Content starts
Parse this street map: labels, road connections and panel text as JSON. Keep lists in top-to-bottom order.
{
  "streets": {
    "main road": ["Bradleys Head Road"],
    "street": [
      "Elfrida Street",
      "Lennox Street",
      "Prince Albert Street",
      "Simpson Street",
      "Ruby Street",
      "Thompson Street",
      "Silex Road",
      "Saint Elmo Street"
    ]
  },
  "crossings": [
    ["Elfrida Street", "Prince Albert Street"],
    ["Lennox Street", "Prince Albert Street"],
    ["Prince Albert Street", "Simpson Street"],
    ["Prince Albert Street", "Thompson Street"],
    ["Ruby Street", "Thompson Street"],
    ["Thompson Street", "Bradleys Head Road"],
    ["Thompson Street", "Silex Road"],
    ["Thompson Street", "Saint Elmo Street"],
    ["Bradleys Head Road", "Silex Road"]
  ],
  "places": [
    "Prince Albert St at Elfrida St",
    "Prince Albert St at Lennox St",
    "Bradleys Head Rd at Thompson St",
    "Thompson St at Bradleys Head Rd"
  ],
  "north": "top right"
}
Content ends
◆ **TASK BRIEF**
This exercise requires all the entries to be written out again exactly.

◆ **RESPONSE BOX**
Parse this street map: labels, road connections and panel text as JSON. Keep lists in top-to-bottom order.
{
  "streets": {
    "main road": ["Bradleys Head Road"],
    "street": [
      "Elfrida Street",
      "Lennox Street",
      "Prince Albert Street",
      "Simpson Street",
      "Ruby Street",
      "Thompson Street",
      "Silex Road",
      "Saint Elmo Street"
    ]
  },
  "crossings": [
    ["Elfrida Street", "Prince Albert Street"],
    ["Lennox Street", "Prince Albert Street"],
    ["Prince Albert Street", "Simpson Street"],
    ["Prince Albert Street", "Thompson Street"],
    ["Ruby Street", "Thompson Street"],
    ["Thompson Street", "Bradleys Head Road"],
    ["Thompson Street", "Silex Road"],
    ["Thompson Street", "Saint Elmo Street"],
    ["Bradleys Head Road", "Silex Road"]
  ],
  "places": [
    "Prince Albert St at Elfrida St",
    "Prince Albert St at Lennox St",
    "Bradleys Head Rd at Thompson St",
    "Thompson St at Bradleys Head Rd"
  ],
  "north": "top right"
}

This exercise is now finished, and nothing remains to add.